La Cuarta Cruzada, convocada en 1199 por el papa Inocencio III para recuperar Jerusalén, se desvió de su objetivo inicial y culminó en el saqueo de Constantinopla en 1204. Un grupo de nobles franceses, liderados por Teobaldo de Champaña, Bonifacio de Montferrato y Godofredo de Villehardouin, se embarcó en una expedición que se fragmentó debido a la falta de recursos y deudas.
El cambio de rumbo
La ruta se torció hacia Venecia, que ofreció barcos y transporte a cambio de 85.000 marcos de plata. Enrico Dandolo, el anciano y ciego líder veneciano, impuso condiciones que beneficiaban a la república veneciana. Los cruzados aceptaron compensar la deuda con acciones militares, lo que marcó un cambio en la expedición.
La influencia del Imperio bizantino
Una nueva propuesta del Imperio bizantino llegó en forma de una petición de ayuda para recuperar el trono por parte de Alejo, hijo del emperador Isaac II. Los cruzados aceptaron y se dirigieron a Constantinopla con él, dejando de lado la misión original. La ciudad impresionó a quienes llegaron, con su riqueza y grandeza.
El asalto a Constantinopla
El asalto a Constantinopla en abril de 1204 fue un hecho mayor. Las fuerzas cruzadas atacaron por tierra y mar, utilizando máquinas de asedio y estructuras instaladas en barcos para superar las murallas. La ciudad cayó tras varios días de combates y el emperador Alejo V huyó antes de ser capturado y ejecutado.

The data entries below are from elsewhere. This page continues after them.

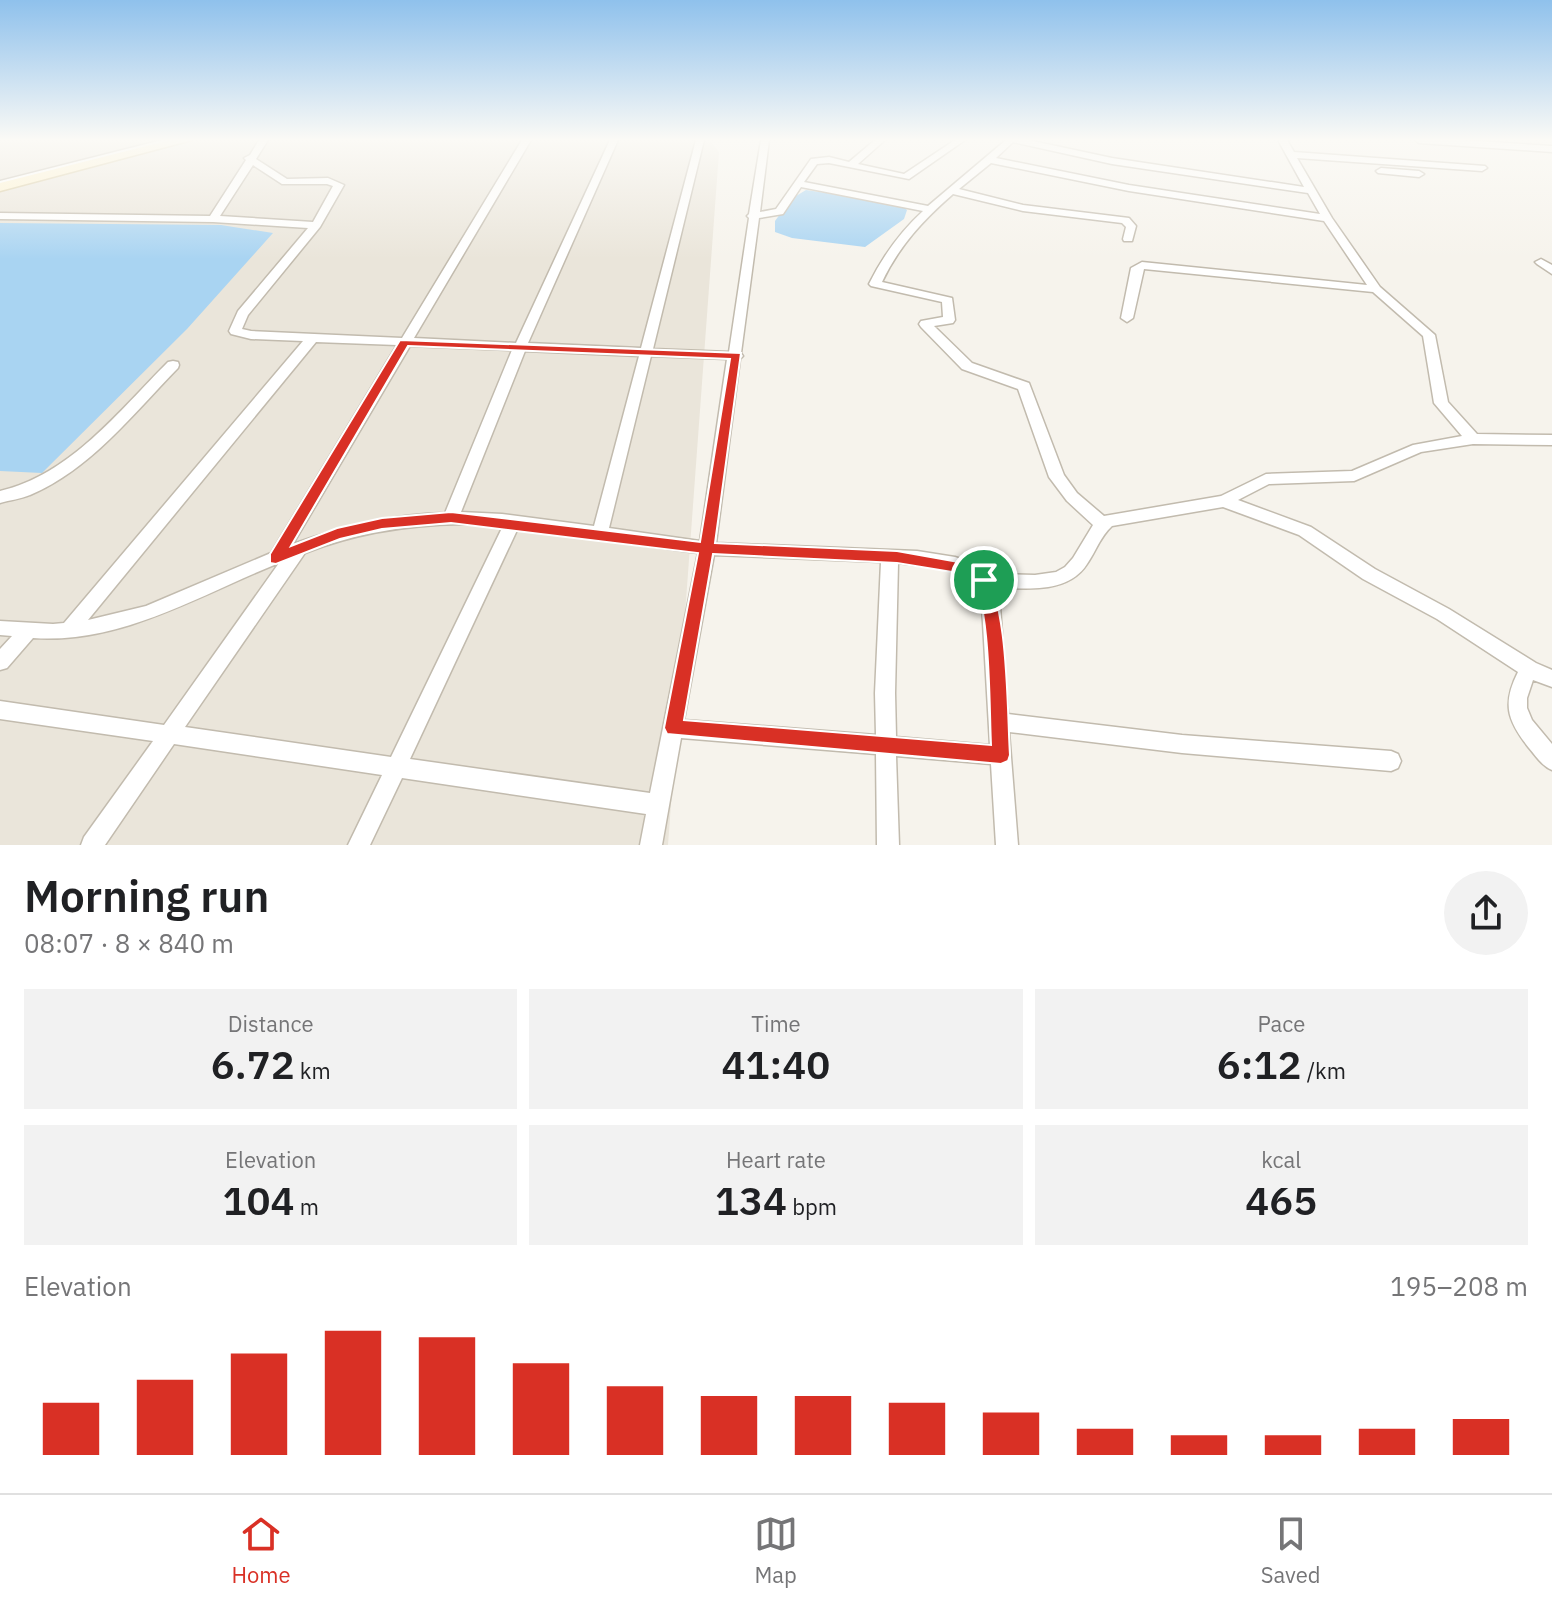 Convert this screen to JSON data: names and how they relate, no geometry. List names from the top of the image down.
{
  "page": {
    "heading": ["Morning run", "08:07 · 8 × 840 m"],
    "stats": [
      ["Distance", "6.72 km"],
      ["Time", "41:40"],
      ["Pace", "6:12 /km"],
      ["Elevation", "104 m"],
      ["Heart rate", "134 bpm"],
      ["kcal", "465"]
    ],
    "chart": ["Elevation", "195–208 m"],
    "tabs": ["Home", "Map", "Saved"]
  }
} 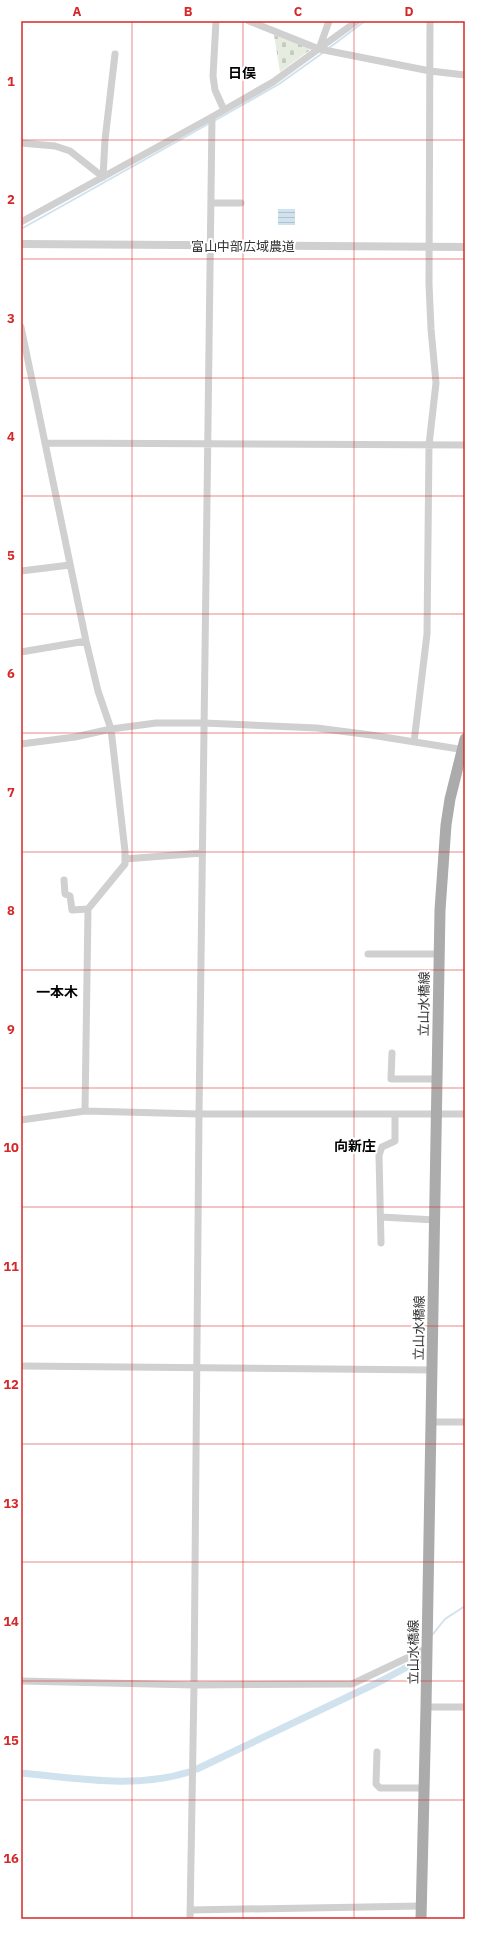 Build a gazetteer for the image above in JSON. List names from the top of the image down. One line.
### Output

La entrada en la ciudad dio paso a días de violencia y pillaje. Las iglesias fueron despojadas de objetos de valor y lugares como Santa Sofía quedaron vacíos de sus riquezas. El botín se reunió y repartió, con tres cuartas partes para los venecianos y el resto para los franceses.
El legado de la Cuarta Cruzada
La Cuarta Cruzada cambió el equilibrio europeo y debilitó el Imperio bizantino. La expedición, que inicialmente buscaba recuperar Jerusalén, se convirtió en una operación distinta a la que había sido anunciada. La falta de dinero y la influencia de intereses comerciales y políticos desviaron la cruzada de su objetivo original.
El impacto en la historia
La Cuarta Cruzada tuvo un impacto significativo en la historia, marcando un punto de inflexión en las relaciones entre Oriente y Occidente. La caída de Constantinopla en 1204 debilitó la posición del Imperio bizantino y sentó las bases para la expansión otomana en la región.
La crónica de Villehardouin
Godofredo de Villehardouin, uno de los líderes de la cruzada, narró los hechos en su crónica. Describió la riqueza y grandeza de Constantinopla, así como la violencia y el pillaje que se produjeron durante el saqueo.
La reacción del papa
El papa Inocencio III reaccionó con una excomunión contra los participantes en la cruzada, aunque después la retiró a todos salvo a los venecianos. La cruzada había sido convocada para recuperar Jerusalén, pero se había convertido en una operación que beneficiaba a intereses comerciales y políticos.
El desvío en Zara
Un desvío importante había tenido lugar en Zara, donde la ciudad fue atacada para saldar la deuda. La ciudad, rival comercial de Venecia y parte del reino cristiano de Hungría, fue saqueada y su población sufrió.
La pérdida de la ciudad
La pérdida de Constantinopla en 1204 fue un golpe significativo para el Imperio bizantino. La ciudad, que había sido la capital del imperio durante siglos, cayó en manos de los cruzados y nunca volvió a ser la misma.
La nueva dinámica
La Cuarta Cruzada marcó el comienzo de una nueva dinámica en las relaciones entre Oriente y Occidente. La cruzada, que inicialmente buscaba recuperar Jerusalén, se convirtió en una operación que reflejaba los intereses comerciales y políticos de la época.